Perhaps, the alcohol industry needs to admit responsibility and leadership by comparing the costs to public health for its products, but that would affect the corporate bottom line.
The $50m in taxes is miniscule in comparison to the billions spent on alcohol-related health issues that taxpayers subsidise on an annual basis.
That money could well be spent elsewhere.
It’s not an economic issue, but one of leadership in community values and political will.


Congress call: Put full-time police back at bottle-shops
@ Laurence, posted February 3, 2018. 6:17pm: Re your comment about a “radical rethink”.
Leaving aside the suite of measures so far employed to address the harmful levels of alcohol consumption in the NT and notwithstanding the absence of a floor price, there is something in what you say.
Stewardship is an old fashioned word for community values.
In the 1920s, Rev. John Flynn, who knew something about the health of people in the bush, wrote that we would have to render an account one day.

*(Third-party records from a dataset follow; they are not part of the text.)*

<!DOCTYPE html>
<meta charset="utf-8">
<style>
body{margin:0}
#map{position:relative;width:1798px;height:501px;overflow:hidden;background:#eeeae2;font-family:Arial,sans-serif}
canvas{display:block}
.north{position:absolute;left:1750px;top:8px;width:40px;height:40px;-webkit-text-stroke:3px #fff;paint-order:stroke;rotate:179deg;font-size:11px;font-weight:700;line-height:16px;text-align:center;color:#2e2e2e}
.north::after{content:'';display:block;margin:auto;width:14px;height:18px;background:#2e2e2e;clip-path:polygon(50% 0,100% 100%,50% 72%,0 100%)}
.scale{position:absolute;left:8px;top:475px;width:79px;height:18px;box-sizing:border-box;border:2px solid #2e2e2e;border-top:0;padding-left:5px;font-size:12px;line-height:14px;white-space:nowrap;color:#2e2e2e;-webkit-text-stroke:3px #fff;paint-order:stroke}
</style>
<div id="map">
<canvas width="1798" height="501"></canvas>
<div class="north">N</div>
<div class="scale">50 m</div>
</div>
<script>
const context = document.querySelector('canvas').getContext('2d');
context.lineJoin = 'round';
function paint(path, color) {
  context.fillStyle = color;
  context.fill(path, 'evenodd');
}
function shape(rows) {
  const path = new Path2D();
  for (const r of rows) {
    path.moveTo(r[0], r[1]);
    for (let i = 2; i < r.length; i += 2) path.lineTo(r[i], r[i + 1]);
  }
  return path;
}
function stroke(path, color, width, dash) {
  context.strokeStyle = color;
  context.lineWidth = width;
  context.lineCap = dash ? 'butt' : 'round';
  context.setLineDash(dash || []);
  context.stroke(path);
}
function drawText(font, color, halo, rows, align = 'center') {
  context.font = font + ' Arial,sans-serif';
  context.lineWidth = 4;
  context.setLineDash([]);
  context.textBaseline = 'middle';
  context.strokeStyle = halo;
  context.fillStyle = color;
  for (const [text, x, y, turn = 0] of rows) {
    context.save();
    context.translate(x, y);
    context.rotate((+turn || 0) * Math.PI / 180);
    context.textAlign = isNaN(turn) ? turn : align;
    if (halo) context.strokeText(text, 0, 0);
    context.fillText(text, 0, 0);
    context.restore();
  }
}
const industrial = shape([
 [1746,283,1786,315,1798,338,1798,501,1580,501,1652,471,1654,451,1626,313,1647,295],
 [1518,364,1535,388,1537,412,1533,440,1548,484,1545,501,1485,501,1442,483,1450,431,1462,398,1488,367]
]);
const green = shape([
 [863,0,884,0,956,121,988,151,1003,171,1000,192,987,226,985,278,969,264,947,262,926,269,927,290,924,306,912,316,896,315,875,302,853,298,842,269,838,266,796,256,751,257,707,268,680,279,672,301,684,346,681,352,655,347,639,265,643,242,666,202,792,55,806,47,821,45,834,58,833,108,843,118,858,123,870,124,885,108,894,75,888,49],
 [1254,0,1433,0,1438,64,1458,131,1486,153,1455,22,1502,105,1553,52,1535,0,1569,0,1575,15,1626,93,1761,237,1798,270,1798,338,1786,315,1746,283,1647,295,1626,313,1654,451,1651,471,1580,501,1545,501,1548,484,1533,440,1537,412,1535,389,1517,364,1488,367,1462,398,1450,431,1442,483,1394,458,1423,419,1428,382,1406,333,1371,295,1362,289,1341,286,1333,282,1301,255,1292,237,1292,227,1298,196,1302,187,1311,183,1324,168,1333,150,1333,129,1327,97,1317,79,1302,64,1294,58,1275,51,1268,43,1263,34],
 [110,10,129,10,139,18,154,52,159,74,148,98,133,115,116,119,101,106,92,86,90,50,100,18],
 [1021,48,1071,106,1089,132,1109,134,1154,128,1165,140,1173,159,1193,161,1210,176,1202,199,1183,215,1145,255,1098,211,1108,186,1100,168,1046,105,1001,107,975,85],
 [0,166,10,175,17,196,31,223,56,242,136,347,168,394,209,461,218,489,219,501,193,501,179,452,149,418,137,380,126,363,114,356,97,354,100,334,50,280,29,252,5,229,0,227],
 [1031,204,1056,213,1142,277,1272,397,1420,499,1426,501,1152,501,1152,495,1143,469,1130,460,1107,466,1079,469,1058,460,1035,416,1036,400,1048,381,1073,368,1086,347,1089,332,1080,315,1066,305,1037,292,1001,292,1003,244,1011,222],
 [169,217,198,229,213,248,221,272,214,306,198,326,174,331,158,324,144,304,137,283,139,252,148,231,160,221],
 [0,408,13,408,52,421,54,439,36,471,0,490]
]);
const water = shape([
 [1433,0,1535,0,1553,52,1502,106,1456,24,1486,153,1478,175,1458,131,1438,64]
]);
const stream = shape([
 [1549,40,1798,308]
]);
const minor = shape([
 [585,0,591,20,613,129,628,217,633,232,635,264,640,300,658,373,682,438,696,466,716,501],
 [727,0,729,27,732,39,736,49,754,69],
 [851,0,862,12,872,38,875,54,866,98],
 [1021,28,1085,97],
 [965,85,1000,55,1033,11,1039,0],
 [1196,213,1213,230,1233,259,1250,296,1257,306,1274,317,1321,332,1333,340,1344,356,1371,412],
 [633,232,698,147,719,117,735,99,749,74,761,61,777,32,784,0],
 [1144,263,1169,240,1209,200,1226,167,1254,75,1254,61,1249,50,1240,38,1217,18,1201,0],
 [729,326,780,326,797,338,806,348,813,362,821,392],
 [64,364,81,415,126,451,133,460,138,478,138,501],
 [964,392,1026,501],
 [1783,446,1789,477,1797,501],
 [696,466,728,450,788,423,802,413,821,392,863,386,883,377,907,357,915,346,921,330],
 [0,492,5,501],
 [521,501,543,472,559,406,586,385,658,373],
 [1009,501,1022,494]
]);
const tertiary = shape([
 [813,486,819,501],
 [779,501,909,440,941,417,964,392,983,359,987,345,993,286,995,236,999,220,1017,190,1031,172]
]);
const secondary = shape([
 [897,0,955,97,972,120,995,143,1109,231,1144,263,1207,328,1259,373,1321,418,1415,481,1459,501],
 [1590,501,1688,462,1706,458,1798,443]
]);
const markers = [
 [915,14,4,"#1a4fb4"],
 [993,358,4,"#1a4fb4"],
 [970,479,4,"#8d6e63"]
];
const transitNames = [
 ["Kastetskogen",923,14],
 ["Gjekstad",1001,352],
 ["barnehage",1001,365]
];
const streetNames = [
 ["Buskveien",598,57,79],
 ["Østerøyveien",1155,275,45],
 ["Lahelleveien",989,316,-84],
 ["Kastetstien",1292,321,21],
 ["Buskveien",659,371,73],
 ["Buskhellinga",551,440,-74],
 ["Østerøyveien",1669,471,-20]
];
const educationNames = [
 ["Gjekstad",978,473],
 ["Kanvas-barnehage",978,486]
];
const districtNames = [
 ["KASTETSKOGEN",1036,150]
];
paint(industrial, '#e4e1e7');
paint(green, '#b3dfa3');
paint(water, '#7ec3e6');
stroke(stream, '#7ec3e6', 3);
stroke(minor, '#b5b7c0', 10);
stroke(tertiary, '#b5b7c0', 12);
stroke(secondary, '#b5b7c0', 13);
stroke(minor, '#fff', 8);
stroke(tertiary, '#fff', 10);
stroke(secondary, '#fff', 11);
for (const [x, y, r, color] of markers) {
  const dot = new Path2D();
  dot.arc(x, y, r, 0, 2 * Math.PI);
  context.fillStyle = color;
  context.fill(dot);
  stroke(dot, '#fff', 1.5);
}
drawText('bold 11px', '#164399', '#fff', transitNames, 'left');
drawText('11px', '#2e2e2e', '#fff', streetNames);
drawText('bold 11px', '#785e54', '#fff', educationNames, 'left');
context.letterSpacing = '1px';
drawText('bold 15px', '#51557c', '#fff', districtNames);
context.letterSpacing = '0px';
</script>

Congress call: Put full-time police back at bottle-shops
There is a groundswell of awareness about the use of methamphetamine (Ice) at a community level throughout Australia.
Most people seem to have direct or anecdotal experience of families being tragically affected, but if it was better understood that ‘for every person who uses methamphetamine in a year there are 85 drinking alcohol;for every person addicted to methamphetamine there are 20 addicted to alcohol;for every ambulance call-out for methamphetamine problems there are 25 for alcohol;for every methamphetamine presentation to an Emergency Department there are 30 for alcohol;for every amphetamine-related death there are 65 alcohol deaths’ (source: Emeritus Professor Ian Webster, Foundation for Alcohol Research and Education newsletter 2/2/18), the alcohol problem confronting communities in the NT might be considered more seriously.


THE TROLL by Blair McFarland
Thanks for this, Blair. As Monty Python would have it, say no more.